Inhibition of transcription factor STAT5b suppresses proliferation, induces G1 cell cycle arrest and reduces tumor cell invasion in human glioblastoma multiforme cells.

Abnormalities in the signal transducer and activator of transcription 5 (STAT5) signaling are involved in the oncogenesis of several cancers. However, previous studies have not elucidated clear and distinct roles for each STAT5 gene in cancers.

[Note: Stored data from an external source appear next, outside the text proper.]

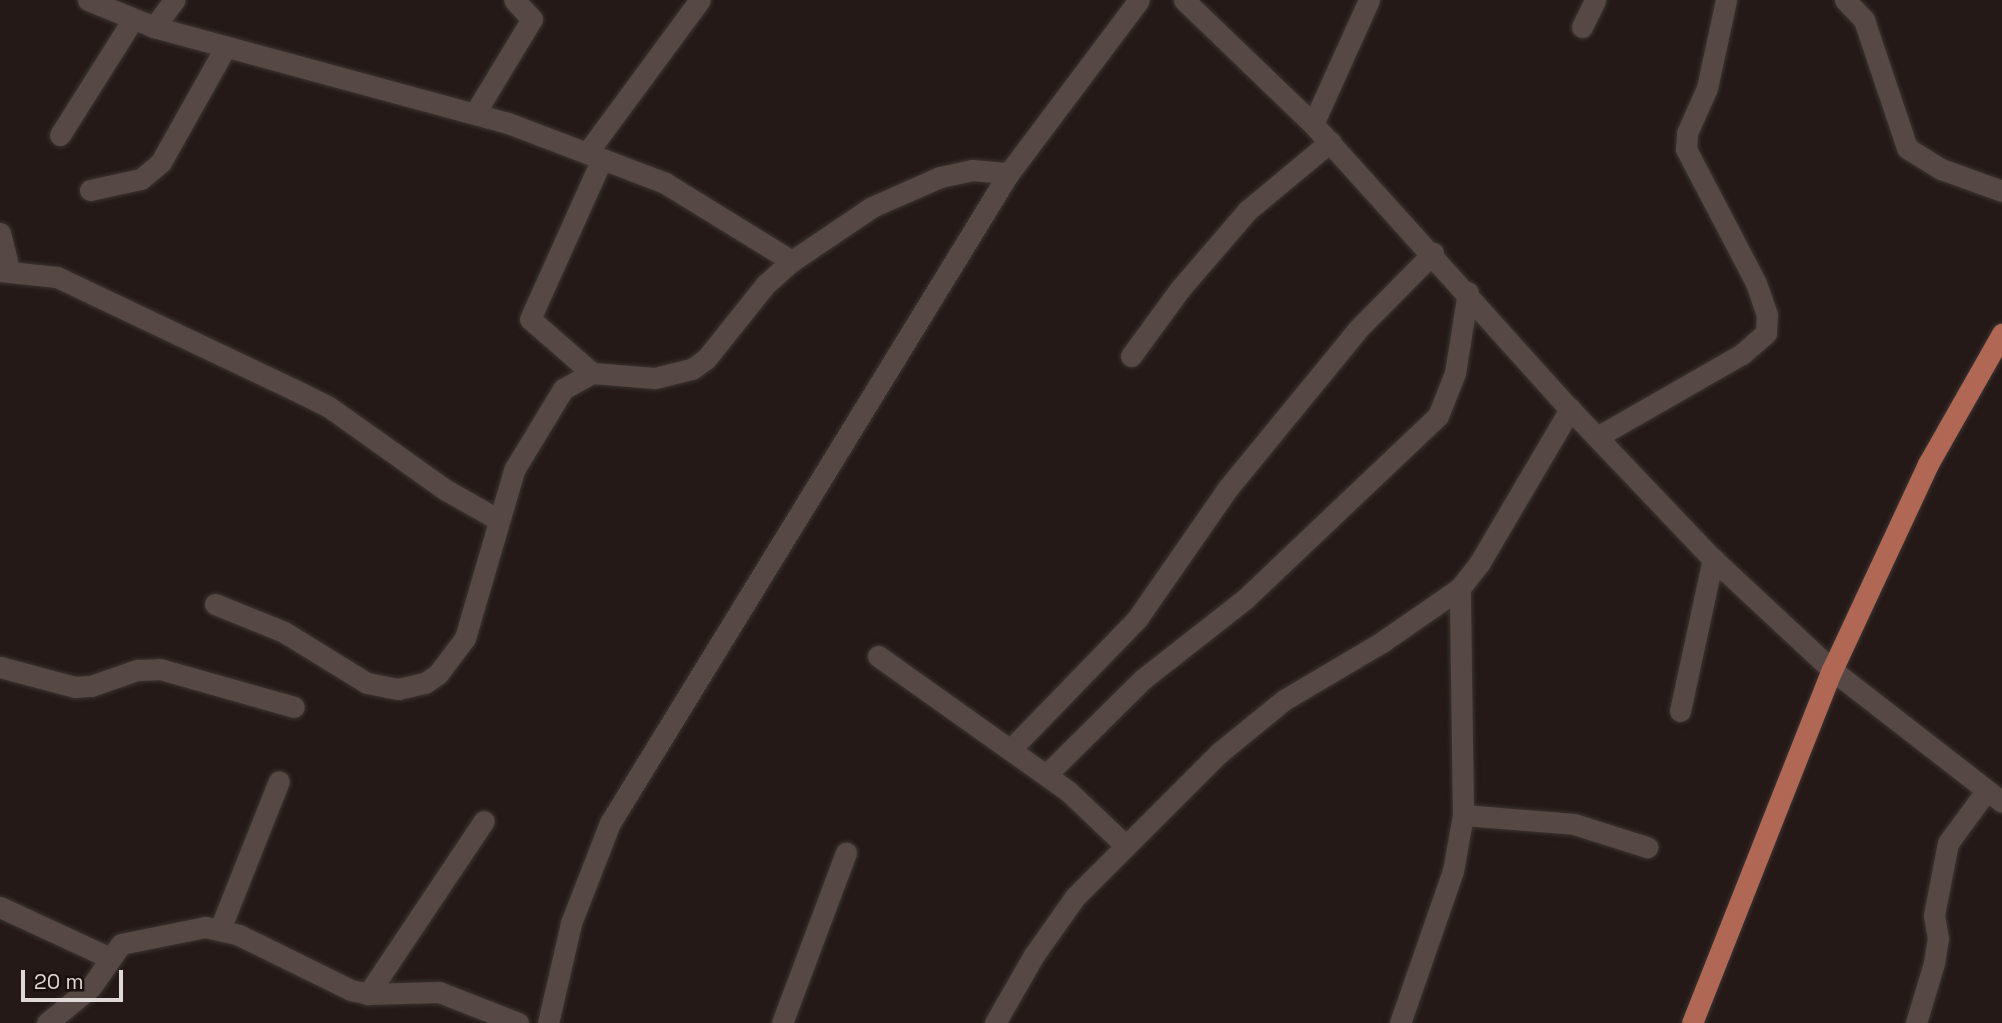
<!DOCTYPE html>
<style>
body{margin:0}
#map{position:relative;width:2002px;height:1023px;overflow:hidden;background:#241916;font-family:"Space Grotesk",sans-serif}
div>[style]{position:absolute}
.roads{filter:drop-shadow(0 0 2px #3c3432) drop-shadow(0 0 2px #3c3432)}
.minor>*{height:21px;margin:-10.5px;padding:0 10.5px;transform-origin:10.5px;border-radius:10.5px;background:#564945}
.major>*{height:21px;margin:-10.5px;padding:0 10.5px;transform-origin:10.5px;border-radius:10.5px;background:#b06855}
span{translate:-50% -50%;white-space:nowrap;text-align:center;line-height:1.15;-webkit-text-stroke:7px #1b100d;paint-order:stroke}
.scale{position:absolute;left:21px;top:970px;width:102px;height:32px;box-sizing:border-box;border:4px solid #e1d9d7;border-top:0;padding-left:9px;font-size:21px;line-height:24px;white-space:nowrap;color:#e1d9d7;-webkit-text-stroke:5px #1b100d;paint-order:stroke}
</style>
<div id="map">
<div class="roads">
<div class="minor">
<div style="left:88px;top:0;width:71px;rotate:22.2deg"></div>
<div style="left:154px;top:27px;width:367px;rotate:15.2deg"></div>
<div style="left:508px;top:123px;width:168px;rotate:20.9deg"></div>
<div style="left:665px;top:183px;width:149px;rotate:31.6deg"></div>
<div style="left:1184px;top:0;width:179px;rotate:43.9deg"></div>
<div style="left:1313px;top:124px;width:384px;rotate:48deg"></div>
<div style="left:1570px;top:409px;width:207px;rotate:46.4deg"></div>
<div style="left:1713px;top:559px;width:163px;rotate:43deg"></div>
<div style="left:1832px;top:670px;width:215px;rotate:37.8deg"></div>
<div style="left:1845px;top:0;width:28px;rotate:46deg"></div>
<div style="left:1864px;top:20px;width:135px;rotate:71.4deg"></div>
<div style="left:1907px;top:148px;width:40px;rotate:32deg"></div>
<div style="left:1941px;top:169px;width:65px;rotate:19.8deg"></div>
<div style="left:154px;top:27px;width:34px;rotate:-53deg"></div>
<div style="left:1582px;top:27px;width:30px;rotate:-64deg"></div>
<div style="left:475px;top:113px;width:110px;rotate:-58.8deg"></div>
<div style="left:532px;top:19px;width:26px;rotate:-133deg"></div>
<div style="left:1313px;top:124px;width:136px;rotate:-65.7deg"></div>
<div style="left:60px;top:135px;width:137px;rotate:-57.8deg"></div>
<div style="left:587px;top:153px;width:190px;rotate:-53.6deg"></div>
<div style="left:90px;top:190px;width:52px;rotate:-12.2deg"></div>
<div style="left:141px;top:179px;width:26px;rotate:-40deg"></div>
<div style="left:161px;top:162px;width:131px;rotate:-60.7deg"></div>
<div style="left:0;top:233px;width:37px;rotate:76deg"></div>
<div style="left:0;top:271px;width:57px;rotate:6deg"></div>
<div style="left:57px;top:277px;width:261px;rotate:25.4deg"></div>
<div style="left:293px;top:389px;width:40px;rotate:26.6deg"></div>
<div style="left:329px;top:407px;width:143px;rotate:35.4deg"></div>
<div style="left:446px;top:490px;width:61px;rotate:29.5deg"></div>
<div style="left:1131px;top:356px;width:83px;rotate:-53.8deg"></div>
<div style="left:1180px;top:289px;width:104px;rotate:-49.3deg"></div>
<div style="left:1248px;top:210px;width:107px;rotate:-39.7deg"></div>
<div style="left:592px;top:373px;width:82px;rotate:-138.9deg"></div>
<div style="left:530px;top:319px;width:175px;rotate:-65.8deg"></div>
<div style="left:1597px;top:437px;width:167px;rotate:-29.8deg"></div>
<div style="left:1742px;top:354px;width:32px;rotate:-41deg"></div>
<div style="left:1766px;top:333px;width:18px;rotate:-87deg"></div>
<div style="left:1767px;top:315px;width:34px;rotate:-109deg"></div>
<div style="left:1756px;top:283px;width:151px;rotate:-117.6deg"></div>
<div style="left:1686px;top:149px;width:16px;rotate:-86deg"></div>
<div style="left:1687px;top:133px;width:49px;rotate:-66deg"></div>
<div style="left:1707px;top:88px;width:90px;rotate:-77.8deg"></div>
<div style="left:215px;top:604px;width:74px;rotate:22.1deg"></div>
<div style="left:284px;top:632px;width:97px;rotate:31.6deg"></div>
<div style="left:367px;top:683px;width:32px;rotate:11deg"></div>
<div style="left:398px;top:689px;width:28px;rotate:-13deg"></div>
<div style="left:425px;top:683px;width:16px;rotate:-35deg"></div>
<div style="left:438px;top:674px;width:45px;rotate:-53.1deg"></div>
<div style="left:465px;top:638px;width:175px;rotate:-73.7deg"></div>
<div style="left:514px;top:470px;width:95px;rotate:-58.8deg"></div>
<div style="left:563px;top:389px;width:33px;rotate:-29deg"></div>
<div style="left:592px;top:373px;width:63px;rotate:4.5deg"></div>
<div style="left:655px;top:378px;width:38px;rotate:-14deg"></div>
<div style="left:692px;top:369px;width:17px;rotate:-36deg"></div>
<div style="left:706px;top:359px;width:95px;rotate:-51.4deg"></div>
<div style="left:765px;top:285px;width:36px;rotate:-42deg"></div>
<div style="left:792px;top:261px;width:97px;rotate:-34deg"></div>
<div style="left:872px;top:207px;width:74px;rotate:-23.8deg"></div>
<div style="left:940px;top:177px;width:33px;rotate:-12deg"></div>
<div style="left:972px;top:170px;width:37px;rotate:5deg"></div>
<div style="left:878px;top:656px;width:233px;rotate:35.4deg"></div>
<div style="left:1068px;top:791px;width:79px;rotate:43.5deg"></div>
<div style="left:0;top:667px;width:78px;rotate:14.9deg"></div>
<div style="left:75px;top:687px;width:16px;rotate:-4deg"></div>
<div style="left:91px;top:686px;width:49px;rotate:-19.2deg"></div>
<div style="left:137px;top:670px;width:23px;rotate:-2deg"></div>
<div style="left:160px;top:669px;width:139px;rotate:15.8deg"></div>
<div style="left:1680px;top:711px;width:156px;rotate:-77.8deg"></div>
<div style="left:1011px;top:749px;width:181px;rotate:-45.9deg"></div>
<div style="left:1137px;top:619px;width:160px;rotate:-55.2deg"></div>
<div style="left:1228px;top:488px;width:205px;rotate:-50.7deg"></div>
<div style="left:1358px;top:329px;width:107px;rotate:-45.4deg"></div>
<div style="left:1046px;top:775px;width:136px;rotate:-44.7deg"></div>
<div style="left:1143px;top:679px;width:130px;rotate:-38.1deg"></div>
<div style="left:1245px;top:599px;width:266px;rotate:-43.5deg"></div>
<div style="left:1438px;top:416px;width:46px;rotate:-68.4deg"></div>
<div style="left:1455px;top:373px;width:82px;rotate:-80.9deg"></div>
<div style="left:1463px;top:815px;width:111px;rotate:4.6deg"></div>
<div style="left:1574px;top:824px;width:77px;rotate:17.5deg"></div>
<div style="left:0;top:907px;width:119px;rotate:24.8deg"></div>
<div style="left:220px;top:929px;width:159px;rotate:-68.3deg"></div>
<div style="left:368px;top:994px;width:208px;rotate:-56.2deg"></div>
<div style="left:47px;top:1023px;width:57px;rotate:-39.3deg"></div>
<div style="left:91px;top:987px;width:52px;rotate:-55.1deg"></div>
<div style="left:121px;top:944px;width:86px;rotate:-11.4deg"></div>
<div style="left:205px;top:927px;width:35px;rotate:13deg"></div>
<div style="left:239px;top:935px;width:125px;rotate:26.2deg"></div>
<div style="left:351px;top:990px;width:17px;rotate:13deg"></div>
<div style="left:368px;top:994px;width:71px;rotate:-1.6deg"></div>
<div style="left:439px;top:992px;width:85px;rotate:21.4deg"></div>
<div style="left:548px;top:1023px;width:103px;rotate:-77deg"></div>
<div style="left:571px;top:923px;width:107px;rotate:-68.7deg"></div>
<div style="left:610px;top:823px;width:763px;rotate:-58.46deg"></div>
<div style="left:1009px;top:173px;width:216px;rotate:-53.1deg"></div>
<div style="left:782px;top:1023px;width:182px;rotate:-69.4deg"></div>
<div style="left:995px;top:1023px;width:78px;rotate:-60.2deg"></div>
<div style="left:1034px;top:955px;width:71px;rotate:-54.7deg"></div>
<div style="left:1075px;top:897px;width:204px;rotate:-45deg"></div>
<div style="left:1219px;top:753px;width:84px;rotate:-39.2deg"></div>
<div style="left:1284px;top:700px;width:114px;rotate:-30.6deg"></div>
<div style="left:1382px;top:642px;width:95px;rotate:-34.7deg"></div>
<div style="left:1460px;top:588px;width:33px;rotate:-52deg"></div>
<div style="left:1480px;top:562px;width:178px;rotate:-59.5deg"></div>
<div style="left:1400px;top:1023px;width:161px;rotate:-70.8deg"></div>
<div style="left:1453px;top:871px;width:57px;rotate:-79.9deg"></div>
<div style="left:1463px;top:815px;width:227px;rotate:-90.8deg"></div>
<div style="left:1916px;top:1023px;width:63px;rotate:-73.3deg"></div>
<div style="left:1934px;top:963px;width:25px;rotate:-81deg"></div>
<div style="left:1938px;top:938px;width:23px;rotate:-100deg"></div>
<div style="left:1934px;top:915px;width:73px;rotate:-79deg"></div>
<div style="left:1948px;top:843px;width:64px;rotate:-53.8deg"></div>
</div>
<div class="major">
<div style="left:1692px;top:1023px;width:380px;rotate:-68.4deg"></div>
<div style="left:1832px;top:670px;width:227px;rotate:-65deg"></div>
<div style="left:1928px;top:464px;width:150px;rotate:-60.4deg"></div>
</div>
</div>
<div class="scale">20 m</div>
</div>
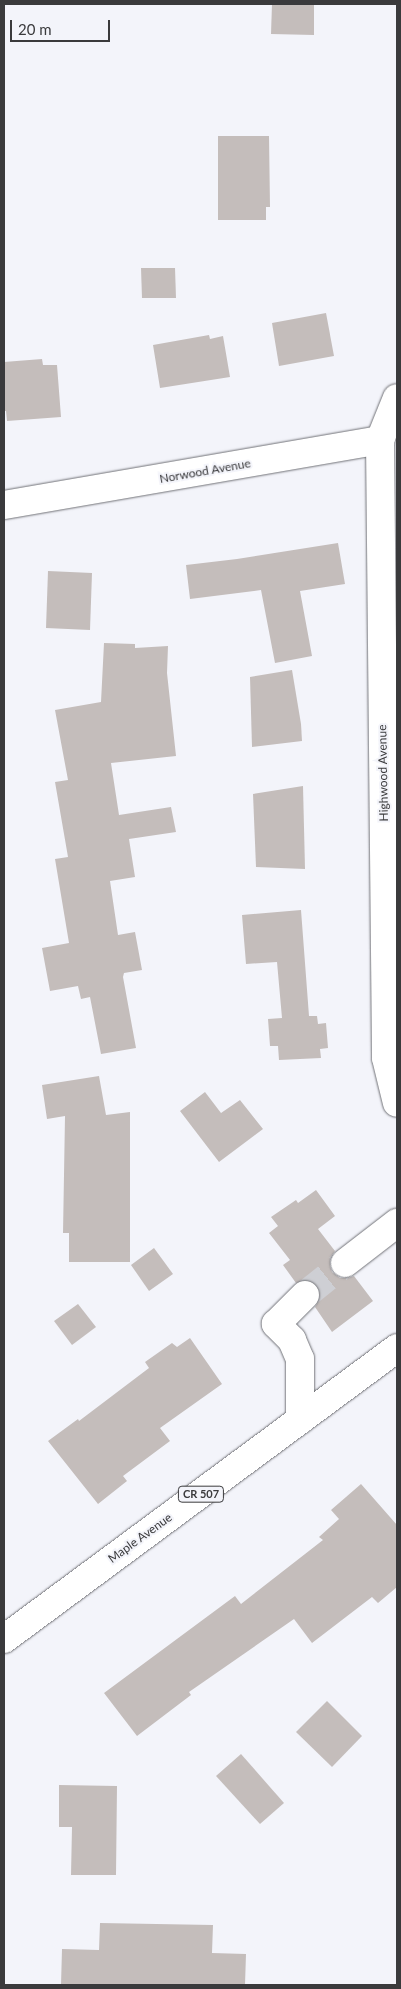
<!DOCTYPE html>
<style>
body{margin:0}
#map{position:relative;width:401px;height:1989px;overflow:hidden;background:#f3f4fa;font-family:Lato,sans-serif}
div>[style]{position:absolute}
.building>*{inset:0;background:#c4bdbb}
.minor-tunnel>*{height:28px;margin-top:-14px;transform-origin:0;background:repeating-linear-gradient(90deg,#cecfd4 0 28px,transparent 0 42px)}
.roads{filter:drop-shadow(0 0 1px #717277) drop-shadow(0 0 1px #717277)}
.minor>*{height:28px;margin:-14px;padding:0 14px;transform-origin:14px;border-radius:14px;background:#fff}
.major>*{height:28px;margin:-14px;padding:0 14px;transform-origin:14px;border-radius:14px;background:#fff}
span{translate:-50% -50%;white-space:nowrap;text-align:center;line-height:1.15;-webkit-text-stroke:4px #f3f4fa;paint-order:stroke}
.shield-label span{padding:1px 4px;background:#f3f4fa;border:1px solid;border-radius:4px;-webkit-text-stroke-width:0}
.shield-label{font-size:11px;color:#3a3a3c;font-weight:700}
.street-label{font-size:12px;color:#3a3a3c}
.frame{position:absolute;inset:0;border:5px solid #3a3a3c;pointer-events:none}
.scale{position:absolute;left:10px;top:20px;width:100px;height:22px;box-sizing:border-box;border:2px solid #3a3a3c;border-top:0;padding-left:6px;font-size:15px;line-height:18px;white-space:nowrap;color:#3a3a3c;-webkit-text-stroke:4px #f3f4fa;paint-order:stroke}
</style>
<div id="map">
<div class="building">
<i style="clip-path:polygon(272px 4px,314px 4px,314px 35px,271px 34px)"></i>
<i style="clip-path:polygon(218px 136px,269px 136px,270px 207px,266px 207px,266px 220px,218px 220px)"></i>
<i style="clip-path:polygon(141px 268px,175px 268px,176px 298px,142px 298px)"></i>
<i style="clip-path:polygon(326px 313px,334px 356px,279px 366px,272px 323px)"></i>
<i style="clip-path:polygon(209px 335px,210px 339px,223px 336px,230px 377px,160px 388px,153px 345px)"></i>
<i style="clip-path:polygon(42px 359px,43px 365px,57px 365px,61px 417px,7px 421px,6px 411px,4px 411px,4px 362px)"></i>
<i style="clip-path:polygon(338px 543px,345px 584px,300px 591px,312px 656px,275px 663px,261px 590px,190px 599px,186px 565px,237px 559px)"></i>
<i style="clip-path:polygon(48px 571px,92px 573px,90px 630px,46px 628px)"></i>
<i style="clip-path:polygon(104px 643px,135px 644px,135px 648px,168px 646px,167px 673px,176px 756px,111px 763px,119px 815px,171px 807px,176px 832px,129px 839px,135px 877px,110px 881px,118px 935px,135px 932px,142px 970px,124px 973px,123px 977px,136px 1048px,101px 1054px,90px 997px,81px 999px,78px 986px,50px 991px,42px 948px,69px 943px,55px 859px,68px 857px,55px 782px,68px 780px,55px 710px,101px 702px)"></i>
<i style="clip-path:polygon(292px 670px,301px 724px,302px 741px,252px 747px,250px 677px)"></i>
<i style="clip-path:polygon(303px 786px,305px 869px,256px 867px,253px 794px)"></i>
<i style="clip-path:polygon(301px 910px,309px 1016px,317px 1016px,318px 1024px,326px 1023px,328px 1048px,320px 1049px,321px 1058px,279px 1060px,278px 1046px,270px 1046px,268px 1019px,282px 1018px,277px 962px,246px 964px,242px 915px)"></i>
<i style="clip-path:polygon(99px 1076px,106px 1115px,130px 1112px,130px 1262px,69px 1262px,69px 1233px,63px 1233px,65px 1116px,47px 1119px,42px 1085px)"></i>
<i style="clip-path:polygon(205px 1092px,221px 1113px,240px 1100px,263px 1129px,219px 1162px,180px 1111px)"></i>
<i style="clip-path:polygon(316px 1190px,335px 1216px,318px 1229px,335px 1251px,330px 1258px,330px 1266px,332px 1272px,340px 1278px,348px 1278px,354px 1276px,373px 1301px,332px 1332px,315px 1307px,320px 1299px,320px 1291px,316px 1284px,309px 1280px,296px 1283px,283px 1265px,290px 1260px,269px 1233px,278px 1226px,271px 1217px,296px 1200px,298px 1203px)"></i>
<i style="clip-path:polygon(154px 1248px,173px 1274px,149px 1291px,131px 1265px)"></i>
<i style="clip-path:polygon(78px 1304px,96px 1327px,72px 1345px,54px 1321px)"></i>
<i style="clip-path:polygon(190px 1338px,222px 1384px,160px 1428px,170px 1441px,123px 1476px,127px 1481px,98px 1504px,48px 1441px,78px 1419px,79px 1421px,149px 1368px,145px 1362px,172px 1343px,177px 1347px)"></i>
<i style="clip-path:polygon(361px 1484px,397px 1525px,397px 1587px,378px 1603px,372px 1597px,312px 1643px,294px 1619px,189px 1692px,191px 1695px,137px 1736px,104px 1693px,235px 1596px,241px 1604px,323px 1540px,319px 1537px,339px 1519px,331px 1510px)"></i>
<i style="clip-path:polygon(327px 1701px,362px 1736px,332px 1767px,296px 1732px)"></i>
<i style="clip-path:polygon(241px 1754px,284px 1803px,260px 1824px,216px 1776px)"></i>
<i style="clip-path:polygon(59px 1785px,117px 1786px,116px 1875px,71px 1875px,72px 1827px,59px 1827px)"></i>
<i style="clip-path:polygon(100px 1923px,213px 1925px,212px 1953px,246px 1954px,245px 1985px,61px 1985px,62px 1949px,99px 1950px)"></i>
</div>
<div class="minor-tunnel">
<i style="left:305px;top:1295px;width:51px;rotate:-38.7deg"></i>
</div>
<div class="roads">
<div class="minor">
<i style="left:380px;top:440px;width:618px;rotate:89.44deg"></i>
<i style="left:386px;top:1058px;width:46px;rotate:76.3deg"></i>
<i style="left:4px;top:505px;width:382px;rotate:-9.8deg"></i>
<i style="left:380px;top:440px;width:45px;rotate:-68deg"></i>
<i style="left:345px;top:1263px;width:66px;rotate:-37.6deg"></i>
<i style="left:300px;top:1420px;width:61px;rotate:-90deg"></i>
<i style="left:300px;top:1359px;width:21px;rotate:-113deg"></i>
<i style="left:292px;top:1340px;width:23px;rotate:-135deg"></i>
<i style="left:276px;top:1324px;width:41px;rotate:-45deg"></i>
</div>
<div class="major">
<i style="left:4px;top:1639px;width:489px;rotate:-36.5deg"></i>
</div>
</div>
<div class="shield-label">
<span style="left:201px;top:1494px">CR 507</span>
</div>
<div class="street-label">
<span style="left:205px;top:471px;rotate:-10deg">Norwood Avenue</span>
<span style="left:383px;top:773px;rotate:-91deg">Highwood Avenue</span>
<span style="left:140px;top:1538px;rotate:-36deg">Maple Avenue</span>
</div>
<div class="frame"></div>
<div class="scale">20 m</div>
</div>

To investigate the role of STAT5a, -5b isoforms in human glioblastoma multiforme (GBM) progression, we depleted each STAT5 isoforms with siRNA. Our results demonstrate that STAT5b is involved in GBM cell growth, cell cycle progression, invasion and migration through regulation of gene expression, such as Bcl-2, p21waf1/cip1, p27kip1, FAK and VEGF. Moreover, immunohistochemical staining reveals that cytoplasm staining of STAT5b is markedly increased in GBM (57.1%) compared with that in normal cortex (22.2%) and diffuse astrocytoma (27.3%), suggesting that STAT5b could have important implications in astrocytoma biology. Therefore, our findings illustrate the biological significance of STAT5b in GBM progression, and provide novel evidence that STAT5b may serve as a therapeutic target in the prevention of human glioblastoma multiforme.